Every line that includes the word "worn" needs to be copied from the listing.

# # # # # # #

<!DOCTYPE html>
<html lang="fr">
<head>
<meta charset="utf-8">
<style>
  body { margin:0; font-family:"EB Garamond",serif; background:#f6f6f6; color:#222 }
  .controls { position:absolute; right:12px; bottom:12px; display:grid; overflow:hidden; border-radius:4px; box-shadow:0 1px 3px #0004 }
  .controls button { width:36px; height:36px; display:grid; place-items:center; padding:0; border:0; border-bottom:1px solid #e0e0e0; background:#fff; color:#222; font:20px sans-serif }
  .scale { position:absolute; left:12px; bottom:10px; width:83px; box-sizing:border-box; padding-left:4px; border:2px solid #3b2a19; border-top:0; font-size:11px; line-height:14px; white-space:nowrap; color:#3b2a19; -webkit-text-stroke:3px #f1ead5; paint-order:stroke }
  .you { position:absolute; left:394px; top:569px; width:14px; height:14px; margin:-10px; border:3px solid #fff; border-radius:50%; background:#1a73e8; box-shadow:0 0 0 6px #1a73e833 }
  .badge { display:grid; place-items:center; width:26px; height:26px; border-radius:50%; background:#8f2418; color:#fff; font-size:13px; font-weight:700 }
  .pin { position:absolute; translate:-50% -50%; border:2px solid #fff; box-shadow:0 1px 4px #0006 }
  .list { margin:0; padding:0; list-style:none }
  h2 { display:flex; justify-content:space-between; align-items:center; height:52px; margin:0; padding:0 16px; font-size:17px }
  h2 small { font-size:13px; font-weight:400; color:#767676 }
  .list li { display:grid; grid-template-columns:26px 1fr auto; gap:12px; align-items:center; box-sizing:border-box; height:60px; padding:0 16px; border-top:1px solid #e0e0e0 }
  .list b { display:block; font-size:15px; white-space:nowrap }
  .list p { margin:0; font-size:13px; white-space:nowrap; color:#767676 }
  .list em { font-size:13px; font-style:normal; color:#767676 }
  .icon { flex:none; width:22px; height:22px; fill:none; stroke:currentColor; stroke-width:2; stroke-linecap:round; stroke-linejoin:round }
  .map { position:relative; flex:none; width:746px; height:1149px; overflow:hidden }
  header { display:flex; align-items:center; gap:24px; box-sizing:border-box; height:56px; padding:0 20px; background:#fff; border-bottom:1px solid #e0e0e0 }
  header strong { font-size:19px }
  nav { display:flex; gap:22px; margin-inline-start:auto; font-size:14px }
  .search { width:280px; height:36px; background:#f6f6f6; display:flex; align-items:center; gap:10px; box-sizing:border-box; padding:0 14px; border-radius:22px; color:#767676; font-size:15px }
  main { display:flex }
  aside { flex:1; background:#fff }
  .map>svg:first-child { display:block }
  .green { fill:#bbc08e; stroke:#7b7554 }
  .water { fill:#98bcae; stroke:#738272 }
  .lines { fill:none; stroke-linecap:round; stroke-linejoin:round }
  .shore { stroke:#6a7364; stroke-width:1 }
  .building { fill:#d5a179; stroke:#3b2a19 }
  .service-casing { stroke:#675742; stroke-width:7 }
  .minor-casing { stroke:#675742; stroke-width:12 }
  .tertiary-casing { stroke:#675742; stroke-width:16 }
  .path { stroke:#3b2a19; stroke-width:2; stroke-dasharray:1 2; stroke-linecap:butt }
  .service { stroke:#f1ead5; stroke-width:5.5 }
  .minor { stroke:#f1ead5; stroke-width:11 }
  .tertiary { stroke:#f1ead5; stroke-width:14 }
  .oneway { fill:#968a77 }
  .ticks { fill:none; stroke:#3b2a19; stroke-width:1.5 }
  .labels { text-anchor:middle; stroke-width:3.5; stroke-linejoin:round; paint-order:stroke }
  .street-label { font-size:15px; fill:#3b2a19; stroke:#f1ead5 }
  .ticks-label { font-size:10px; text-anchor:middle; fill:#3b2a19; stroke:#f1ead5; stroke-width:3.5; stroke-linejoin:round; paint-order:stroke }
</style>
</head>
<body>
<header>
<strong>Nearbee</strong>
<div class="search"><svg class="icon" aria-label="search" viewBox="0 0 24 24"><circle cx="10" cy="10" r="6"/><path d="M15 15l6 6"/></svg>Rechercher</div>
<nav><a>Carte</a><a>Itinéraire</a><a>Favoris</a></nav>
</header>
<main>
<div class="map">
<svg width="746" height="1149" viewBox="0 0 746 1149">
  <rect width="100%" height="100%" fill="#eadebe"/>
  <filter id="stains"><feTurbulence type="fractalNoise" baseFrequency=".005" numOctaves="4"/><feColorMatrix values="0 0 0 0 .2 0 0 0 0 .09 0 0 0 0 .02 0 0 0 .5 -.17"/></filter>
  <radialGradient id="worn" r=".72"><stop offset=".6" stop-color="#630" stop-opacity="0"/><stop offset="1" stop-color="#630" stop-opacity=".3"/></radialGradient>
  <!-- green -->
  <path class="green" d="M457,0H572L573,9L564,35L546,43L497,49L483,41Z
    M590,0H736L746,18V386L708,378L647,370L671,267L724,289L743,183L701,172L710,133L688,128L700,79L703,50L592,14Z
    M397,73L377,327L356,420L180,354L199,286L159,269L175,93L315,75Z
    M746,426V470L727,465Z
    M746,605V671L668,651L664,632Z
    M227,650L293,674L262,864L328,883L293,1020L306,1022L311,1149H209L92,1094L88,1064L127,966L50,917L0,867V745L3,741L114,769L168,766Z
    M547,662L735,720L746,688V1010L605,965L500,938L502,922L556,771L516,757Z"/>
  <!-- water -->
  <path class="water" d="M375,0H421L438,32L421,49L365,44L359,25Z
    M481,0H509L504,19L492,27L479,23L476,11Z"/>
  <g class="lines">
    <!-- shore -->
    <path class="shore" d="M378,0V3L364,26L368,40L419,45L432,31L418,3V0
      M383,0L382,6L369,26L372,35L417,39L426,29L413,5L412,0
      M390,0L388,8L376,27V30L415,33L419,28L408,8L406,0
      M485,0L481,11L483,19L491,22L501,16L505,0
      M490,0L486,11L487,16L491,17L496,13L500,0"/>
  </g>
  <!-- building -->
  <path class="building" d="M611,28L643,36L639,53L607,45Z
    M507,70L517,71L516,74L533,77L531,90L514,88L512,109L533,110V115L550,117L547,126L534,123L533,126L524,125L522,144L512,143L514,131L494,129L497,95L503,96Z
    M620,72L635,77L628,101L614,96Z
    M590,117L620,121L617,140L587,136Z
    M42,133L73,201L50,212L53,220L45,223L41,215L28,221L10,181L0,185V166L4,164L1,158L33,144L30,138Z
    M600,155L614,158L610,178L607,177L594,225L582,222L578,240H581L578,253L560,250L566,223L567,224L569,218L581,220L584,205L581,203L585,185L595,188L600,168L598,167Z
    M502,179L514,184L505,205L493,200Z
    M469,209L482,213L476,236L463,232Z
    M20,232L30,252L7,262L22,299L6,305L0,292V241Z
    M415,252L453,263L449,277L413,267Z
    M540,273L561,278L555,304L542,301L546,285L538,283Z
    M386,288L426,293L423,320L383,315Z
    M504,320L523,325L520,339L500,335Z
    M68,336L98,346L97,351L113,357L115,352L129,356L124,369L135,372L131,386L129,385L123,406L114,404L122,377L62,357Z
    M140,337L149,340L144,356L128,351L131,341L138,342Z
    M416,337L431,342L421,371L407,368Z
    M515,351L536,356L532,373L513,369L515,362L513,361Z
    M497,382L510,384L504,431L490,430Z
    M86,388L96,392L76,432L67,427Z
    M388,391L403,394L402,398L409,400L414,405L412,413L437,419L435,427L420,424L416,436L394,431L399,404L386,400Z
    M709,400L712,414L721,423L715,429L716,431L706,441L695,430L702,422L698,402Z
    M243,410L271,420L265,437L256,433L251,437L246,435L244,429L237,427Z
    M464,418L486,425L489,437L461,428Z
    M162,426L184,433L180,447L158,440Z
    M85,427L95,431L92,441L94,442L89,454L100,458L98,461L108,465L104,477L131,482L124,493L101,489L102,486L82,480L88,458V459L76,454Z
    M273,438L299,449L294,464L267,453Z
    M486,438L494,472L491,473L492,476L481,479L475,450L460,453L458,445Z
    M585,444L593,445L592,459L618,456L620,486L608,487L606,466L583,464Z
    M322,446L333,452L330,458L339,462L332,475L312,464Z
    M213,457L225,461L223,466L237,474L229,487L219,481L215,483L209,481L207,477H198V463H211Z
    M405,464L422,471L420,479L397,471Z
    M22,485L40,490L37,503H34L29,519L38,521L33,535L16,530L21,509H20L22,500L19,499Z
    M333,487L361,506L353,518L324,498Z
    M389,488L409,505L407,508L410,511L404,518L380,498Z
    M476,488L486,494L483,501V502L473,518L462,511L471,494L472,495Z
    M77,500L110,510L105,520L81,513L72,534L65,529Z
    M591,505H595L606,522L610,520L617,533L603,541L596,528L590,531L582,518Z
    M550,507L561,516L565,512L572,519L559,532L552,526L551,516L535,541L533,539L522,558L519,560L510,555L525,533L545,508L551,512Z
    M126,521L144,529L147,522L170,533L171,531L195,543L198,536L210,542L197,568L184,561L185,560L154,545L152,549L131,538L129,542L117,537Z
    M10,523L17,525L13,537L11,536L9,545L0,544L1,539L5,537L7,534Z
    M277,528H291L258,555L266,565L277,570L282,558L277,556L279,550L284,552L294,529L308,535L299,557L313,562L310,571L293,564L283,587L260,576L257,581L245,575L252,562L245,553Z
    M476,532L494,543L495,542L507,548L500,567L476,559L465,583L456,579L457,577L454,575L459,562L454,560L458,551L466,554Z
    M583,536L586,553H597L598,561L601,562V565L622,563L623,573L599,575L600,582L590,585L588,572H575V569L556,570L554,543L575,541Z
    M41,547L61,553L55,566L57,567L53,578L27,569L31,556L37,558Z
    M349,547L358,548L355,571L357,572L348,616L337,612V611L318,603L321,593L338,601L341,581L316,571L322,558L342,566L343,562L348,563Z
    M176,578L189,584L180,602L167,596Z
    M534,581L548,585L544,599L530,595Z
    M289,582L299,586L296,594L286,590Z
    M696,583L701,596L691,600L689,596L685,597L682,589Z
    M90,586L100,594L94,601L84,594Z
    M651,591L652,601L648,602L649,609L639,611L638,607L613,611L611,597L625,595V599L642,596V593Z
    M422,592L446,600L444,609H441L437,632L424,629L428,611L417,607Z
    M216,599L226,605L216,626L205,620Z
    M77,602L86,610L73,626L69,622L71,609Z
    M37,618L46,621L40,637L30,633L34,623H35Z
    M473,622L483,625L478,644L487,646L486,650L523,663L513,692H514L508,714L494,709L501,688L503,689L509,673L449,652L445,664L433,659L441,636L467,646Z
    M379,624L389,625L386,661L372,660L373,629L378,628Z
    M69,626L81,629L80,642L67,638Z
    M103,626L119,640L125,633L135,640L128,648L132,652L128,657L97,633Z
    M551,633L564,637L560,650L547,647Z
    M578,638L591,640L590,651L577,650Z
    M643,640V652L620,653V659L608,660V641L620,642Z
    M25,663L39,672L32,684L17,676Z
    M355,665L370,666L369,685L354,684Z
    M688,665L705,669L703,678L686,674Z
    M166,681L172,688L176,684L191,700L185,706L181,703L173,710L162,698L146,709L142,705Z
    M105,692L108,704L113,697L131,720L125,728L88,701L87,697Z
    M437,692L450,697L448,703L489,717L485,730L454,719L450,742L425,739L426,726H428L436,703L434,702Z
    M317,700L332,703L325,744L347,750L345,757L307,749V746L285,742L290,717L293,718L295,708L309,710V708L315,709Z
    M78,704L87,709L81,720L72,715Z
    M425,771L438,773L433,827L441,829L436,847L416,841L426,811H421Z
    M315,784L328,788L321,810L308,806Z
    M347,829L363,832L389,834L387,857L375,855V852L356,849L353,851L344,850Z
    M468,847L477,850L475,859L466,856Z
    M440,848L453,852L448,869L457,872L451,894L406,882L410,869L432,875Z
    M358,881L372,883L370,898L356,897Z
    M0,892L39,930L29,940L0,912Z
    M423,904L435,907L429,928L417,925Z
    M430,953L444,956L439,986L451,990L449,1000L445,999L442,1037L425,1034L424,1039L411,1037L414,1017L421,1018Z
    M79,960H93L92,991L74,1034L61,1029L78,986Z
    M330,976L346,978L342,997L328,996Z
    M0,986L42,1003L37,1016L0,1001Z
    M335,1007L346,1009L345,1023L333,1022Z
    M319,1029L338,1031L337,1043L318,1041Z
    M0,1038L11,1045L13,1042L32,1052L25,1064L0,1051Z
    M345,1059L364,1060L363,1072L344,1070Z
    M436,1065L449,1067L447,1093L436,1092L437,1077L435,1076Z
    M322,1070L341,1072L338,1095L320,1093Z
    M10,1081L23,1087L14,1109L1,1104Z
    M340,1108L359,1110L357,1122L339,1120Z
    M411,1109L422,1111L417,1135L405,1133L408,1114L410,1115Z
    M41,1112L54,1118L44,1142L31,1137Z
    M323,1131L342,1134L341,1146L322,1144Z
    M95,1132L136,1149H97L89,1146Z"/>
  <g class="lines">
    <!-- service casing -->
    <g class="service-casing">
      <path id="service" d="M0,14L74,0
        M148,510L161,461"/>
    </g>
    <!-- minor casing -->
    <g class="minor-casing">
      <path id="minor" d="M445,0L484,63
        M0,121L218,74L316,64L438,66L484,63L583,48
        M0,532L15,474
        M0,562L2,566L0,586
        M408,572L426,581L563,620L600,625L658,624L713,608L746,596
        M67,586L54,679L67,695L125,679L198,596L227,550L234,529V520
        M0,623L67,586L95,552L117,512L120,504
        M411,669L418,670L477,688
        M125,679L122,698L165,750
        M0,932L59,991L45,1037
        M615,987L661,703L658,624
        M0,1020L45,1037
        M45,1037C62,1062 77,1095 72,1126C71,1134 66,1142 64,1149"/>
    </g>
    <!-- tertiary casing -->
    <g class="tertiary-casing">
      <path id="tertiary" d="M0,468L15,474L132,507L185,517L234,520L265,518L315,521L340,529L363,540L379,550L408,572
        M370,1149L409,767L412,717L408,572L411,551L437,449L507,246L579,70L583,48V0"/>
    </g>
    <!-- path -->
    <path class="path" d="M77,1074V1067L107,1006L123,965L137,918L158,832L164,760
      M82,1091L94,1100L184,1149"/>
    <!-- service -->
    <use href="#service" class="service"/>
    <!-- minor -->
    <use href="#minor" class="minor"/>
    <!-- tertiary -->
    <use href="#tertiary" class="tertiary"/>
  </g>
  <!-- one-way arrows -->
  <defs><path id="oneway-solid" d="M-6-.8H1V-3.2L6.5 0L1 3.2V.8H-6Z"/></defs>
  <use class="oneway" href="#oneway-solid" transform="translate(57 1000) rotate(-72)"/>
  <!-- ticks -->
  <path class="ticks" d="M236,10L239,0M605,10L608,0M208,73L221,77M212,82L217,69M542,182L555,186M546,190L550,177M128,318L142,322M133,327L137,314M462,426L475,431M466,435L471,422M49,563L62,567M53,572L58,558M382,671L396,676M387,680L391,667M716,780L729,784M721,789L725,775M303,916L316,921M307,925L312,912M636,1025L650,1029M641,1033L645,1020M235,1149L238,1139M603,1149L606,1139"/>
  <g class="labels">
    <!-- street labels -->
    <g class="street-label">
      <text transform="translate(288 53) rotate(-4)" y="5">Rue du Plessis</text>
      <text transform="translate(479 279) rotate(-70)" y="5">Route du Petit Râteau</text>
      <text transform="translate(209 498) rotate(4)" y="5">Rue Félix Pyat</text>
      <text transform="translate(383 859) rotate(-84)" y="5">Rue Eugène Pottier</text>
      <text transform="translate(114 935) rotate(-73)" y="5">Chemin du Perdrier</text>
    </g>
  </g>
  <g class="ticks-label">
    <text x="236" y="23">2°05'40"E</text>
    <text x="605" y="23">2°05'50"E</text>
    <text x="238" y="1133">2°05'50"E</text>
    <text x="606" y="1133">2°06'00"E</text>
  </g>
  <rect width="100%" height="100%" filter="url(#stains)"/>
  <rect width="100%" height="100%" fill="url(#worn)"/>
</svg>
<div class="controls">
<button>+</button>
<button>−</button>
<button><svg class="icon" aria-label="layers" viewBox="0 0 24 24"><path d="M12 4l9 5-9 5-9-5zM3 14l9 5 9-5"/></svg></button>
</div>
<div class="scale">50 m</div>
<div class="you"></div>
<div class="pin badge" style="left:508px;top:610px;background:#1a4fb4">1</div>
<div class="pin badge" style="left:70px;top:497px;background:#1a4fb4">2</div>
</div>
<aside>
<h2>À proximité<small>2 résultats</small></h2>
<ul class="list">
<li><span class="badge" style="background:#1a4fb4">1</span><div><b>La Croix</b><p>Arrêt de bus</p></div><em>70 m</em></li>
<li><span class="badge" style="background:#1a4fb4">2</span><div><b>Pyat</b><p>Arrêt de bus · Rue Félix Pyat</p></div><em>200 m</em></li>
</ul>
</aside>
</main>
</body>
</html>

# # # # # # #

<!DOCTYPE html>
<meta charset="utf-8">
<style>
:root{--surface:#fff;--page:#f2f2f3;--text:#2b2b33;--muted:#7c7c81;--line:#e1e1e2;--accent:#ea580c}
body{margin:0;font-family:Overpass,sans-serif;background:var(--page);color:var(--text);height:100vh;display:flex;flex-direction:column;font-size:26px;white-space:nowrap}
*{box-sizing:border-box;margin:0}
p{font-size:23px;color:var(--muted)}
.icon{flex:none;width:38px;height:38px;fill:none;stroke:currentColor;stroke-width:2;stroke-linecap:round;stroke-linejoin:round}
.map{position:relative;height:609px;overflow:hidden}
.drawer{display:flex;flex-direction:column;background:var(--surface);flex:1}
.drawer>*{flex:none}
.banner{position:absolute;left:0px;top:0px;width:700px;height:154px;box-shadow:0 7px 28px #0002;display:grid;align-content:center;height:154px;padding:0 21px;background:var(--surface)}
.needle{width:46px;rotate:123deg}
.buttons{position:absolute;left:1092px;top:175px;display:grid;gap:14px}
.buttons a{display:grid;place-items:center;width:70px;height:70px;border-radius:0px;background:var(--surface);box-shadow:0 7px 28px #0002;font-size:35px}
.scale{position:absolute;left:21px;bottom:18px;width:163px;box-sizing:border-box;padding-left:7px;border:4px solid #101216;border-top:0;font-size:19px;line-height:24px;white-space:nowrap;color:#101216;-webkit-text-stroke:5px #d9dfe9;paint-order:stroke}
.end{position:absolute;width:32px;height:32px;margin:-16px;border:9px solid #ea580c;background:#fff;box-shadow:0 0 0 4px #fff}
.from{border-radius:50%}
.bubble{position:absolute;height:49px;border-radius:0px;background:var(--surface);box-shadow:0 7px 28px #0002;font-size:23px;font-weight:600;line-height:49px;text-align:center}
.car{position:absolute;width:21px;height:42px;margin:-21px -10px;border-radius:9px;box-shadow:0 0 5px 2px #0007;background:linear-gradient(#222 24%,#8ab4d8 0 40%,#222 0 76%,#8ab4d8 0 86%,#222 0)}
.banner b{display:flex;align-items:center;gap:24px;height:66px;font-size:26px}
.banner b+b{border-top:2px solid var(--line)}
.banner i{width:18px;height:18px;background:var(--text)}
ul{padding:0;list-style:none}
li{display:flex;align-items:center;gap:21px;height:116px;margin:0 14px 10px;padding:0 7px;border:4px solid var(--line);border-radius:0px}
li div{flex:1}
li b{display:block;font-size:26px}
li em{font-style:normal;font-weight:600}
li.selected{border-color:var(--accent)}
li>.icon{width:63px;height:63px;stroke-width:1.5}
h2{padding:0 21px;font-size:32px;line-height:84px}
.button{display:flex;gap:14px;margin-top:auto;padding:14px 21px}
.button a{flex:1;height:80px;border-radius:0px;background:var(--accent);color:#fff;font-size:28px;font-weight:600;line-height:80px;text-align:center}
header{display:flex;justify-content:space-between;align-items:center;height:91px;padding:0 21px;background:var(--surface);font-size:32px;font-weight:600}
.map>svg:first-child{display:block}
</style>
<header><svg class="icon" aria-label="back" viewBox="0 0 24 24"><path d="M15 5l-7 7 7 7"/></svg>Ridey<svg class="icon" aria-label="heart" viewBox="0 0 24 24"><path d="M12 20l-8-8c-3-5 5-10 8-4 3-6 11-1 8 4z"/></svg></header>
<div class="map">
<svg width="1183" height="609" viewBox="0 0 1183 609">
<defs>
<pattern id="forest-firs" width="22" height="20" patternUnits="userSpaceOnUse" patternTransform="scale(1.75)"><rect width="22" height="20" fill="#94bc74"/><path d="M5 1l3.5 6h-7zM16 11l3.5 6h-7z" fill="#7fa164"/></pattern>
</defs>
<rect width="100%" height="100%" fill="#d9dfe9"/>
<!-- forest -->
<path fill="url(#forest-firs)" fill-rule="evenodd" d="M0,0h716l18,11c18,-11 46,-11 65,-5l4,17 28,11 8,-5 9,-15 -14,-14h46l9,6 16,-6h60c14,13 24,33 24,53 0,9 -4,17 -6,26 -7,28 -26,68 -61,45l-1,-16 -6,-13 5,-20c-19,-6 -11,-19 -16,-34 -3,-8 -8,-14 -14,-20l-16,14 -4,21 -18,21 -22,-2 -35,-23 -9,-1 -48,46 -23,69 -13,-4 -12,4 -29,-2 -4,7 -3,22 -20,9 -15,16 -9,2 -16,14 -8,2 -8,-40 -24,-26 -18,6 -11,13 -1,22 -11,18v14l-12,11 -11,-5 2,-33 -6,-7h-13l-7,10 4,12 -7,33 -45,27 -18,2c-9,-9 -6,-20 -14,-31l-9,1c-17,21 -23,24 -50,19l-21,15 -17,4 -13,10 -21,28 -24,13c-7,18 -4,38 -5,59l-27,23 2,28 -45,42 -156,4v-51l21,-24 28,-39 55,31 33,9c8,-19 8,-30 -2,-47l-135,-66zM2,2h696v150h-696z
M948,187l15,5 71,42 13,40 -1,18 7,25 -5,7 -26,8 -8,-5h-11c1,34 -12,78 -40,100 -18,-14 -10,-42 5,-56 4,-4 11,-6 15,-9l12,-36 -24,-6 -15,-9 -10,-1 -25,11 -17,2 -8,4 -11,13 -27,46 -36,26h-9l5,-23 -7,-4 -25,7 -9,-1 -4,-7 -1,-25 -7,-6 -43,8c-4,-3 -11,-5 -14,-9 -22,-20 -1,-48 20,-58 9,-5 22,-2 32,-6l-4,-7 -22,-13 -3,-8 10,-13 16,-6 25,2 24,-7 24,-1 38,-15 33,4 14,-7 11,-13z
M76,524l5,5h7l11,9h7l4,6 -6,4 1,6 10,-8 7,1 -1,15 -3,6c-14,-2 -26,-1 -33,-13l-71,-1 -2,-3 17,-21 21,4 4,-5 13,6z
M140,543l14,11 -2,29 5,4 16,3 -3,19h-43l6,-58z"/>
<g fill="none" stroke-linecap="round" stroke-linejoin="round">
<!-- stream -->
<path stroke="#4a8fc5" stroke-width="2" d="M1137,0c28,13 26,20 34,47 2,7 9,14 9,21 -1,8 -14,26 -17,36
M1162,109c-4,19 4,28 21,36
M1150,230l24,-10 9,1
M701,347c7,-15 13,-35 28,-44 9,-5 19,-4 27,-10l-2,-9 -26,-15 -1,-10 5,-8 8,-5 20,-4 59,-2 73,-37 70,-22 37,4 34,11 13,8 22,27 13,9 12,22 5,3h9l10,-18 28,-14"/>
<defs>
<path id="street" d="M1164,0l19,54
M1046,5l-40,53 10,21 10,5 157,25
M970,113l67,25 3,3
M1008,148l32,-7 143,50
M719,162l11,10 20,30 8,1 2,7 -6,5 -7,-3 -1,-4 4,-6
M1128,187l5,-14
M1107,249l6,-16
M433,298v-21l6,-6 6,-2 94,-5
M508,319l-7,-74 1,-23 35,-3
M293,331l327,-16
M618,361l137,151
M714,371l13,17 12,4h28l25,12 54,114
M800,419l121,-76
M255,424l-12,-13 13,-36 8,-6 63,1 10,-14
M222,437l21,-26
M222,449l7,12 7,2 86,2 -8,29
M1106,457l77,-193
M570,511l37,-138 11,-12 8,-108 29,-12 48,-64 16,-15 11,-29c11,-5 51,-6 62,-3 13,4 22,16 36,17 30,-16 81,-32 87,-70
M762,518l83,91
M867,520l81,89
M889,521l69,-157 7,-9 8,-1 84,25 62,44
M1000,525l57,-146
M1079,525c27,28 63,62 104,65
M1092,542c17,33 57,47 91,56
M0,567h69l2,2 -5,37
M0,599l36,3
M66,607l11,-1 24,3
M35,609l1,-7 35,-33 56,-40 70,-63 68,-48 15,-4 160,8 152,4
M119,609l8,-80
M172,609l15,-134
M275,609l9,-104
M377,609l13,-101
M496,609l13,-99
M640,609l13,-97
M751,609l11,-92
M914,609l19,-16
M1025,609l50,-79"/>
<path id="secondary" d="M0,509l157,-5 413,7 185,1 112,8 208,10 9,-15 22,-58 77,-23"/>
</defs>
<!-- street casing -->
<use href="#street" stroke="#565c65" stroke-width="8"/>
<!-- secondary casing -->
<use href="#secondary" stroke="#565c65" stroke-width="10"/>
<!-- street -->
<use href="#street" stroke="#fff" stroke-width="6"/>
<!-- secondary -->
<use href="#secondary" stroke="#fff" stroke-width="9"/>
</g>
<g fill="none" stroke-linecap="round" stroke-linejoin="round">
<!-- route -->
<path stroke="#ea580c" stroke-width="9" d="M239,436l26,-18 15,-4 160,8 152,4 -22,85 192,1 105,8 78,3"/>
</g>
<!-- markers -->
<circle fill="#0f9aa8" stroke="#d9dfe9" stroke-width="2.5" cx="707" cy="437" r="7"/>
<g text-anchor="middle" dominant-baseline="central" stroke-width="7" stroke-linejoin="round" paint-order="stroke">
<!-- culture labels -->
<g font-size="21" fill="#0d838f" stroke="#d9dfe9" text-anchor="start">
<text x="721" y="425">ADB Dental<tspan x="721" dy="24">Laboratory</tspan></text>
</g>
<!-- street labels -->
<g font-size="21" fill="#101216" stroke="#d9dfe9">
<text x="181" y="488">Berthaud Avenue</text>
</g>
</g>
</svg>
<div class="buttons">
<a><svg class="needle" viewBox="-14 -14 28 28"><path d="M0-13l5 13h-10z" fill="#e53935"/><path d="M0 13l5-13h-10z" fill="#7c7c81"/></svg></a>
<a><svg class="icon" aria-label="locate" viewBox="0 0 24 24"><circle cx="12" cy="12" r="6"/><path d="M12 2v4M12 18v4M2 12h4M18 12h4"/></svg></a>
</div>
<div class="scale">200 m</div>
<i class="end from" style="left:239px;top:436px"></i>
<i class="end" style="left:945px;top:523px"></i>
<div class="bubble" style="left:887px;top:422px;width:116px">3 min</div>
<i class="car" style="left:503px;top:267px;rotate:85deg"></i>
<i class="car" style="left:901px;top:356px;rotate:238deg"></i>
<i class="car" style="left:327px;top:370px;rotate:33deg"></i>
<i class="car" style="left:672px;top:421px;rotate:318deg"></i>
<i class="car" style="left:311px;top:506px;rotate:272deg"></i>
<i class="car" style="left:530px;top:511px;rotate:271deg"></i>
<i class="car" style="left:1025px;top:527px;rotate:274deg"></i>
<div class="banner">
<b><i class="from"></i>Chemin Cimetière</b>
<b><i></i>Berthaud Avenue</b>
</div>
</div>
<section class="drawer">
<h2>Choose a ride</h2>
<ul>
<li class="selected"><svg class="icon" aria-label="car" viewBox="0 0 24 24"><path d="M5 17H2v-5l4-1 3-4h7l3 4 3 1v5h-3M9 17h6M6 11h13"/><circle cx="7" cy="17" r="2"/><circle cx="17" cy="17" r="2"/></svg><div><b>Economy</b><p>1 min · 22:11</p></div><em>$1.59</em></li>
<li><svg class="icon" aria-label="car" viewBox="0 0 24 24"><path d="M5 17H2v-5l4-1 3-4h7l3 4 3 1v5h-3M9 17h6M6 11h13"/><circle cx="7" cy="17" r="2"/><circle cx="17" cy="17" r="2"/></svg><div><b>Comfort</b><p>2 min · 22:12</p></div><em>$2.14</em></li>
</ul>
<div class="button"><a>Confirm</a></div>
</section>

# # # # # # #

■ **ANSWER TO THE PROBLEM**
  <radialGradient id="worn" r=".72"><stop offset=".6" stop-color="#630" stop-opacity="0"/><stop offset="1" stop-color="#630" stop-opacity=".3"/></radialGradient>
  <rect width="100%" height="100%" fill="url(#worn)"/>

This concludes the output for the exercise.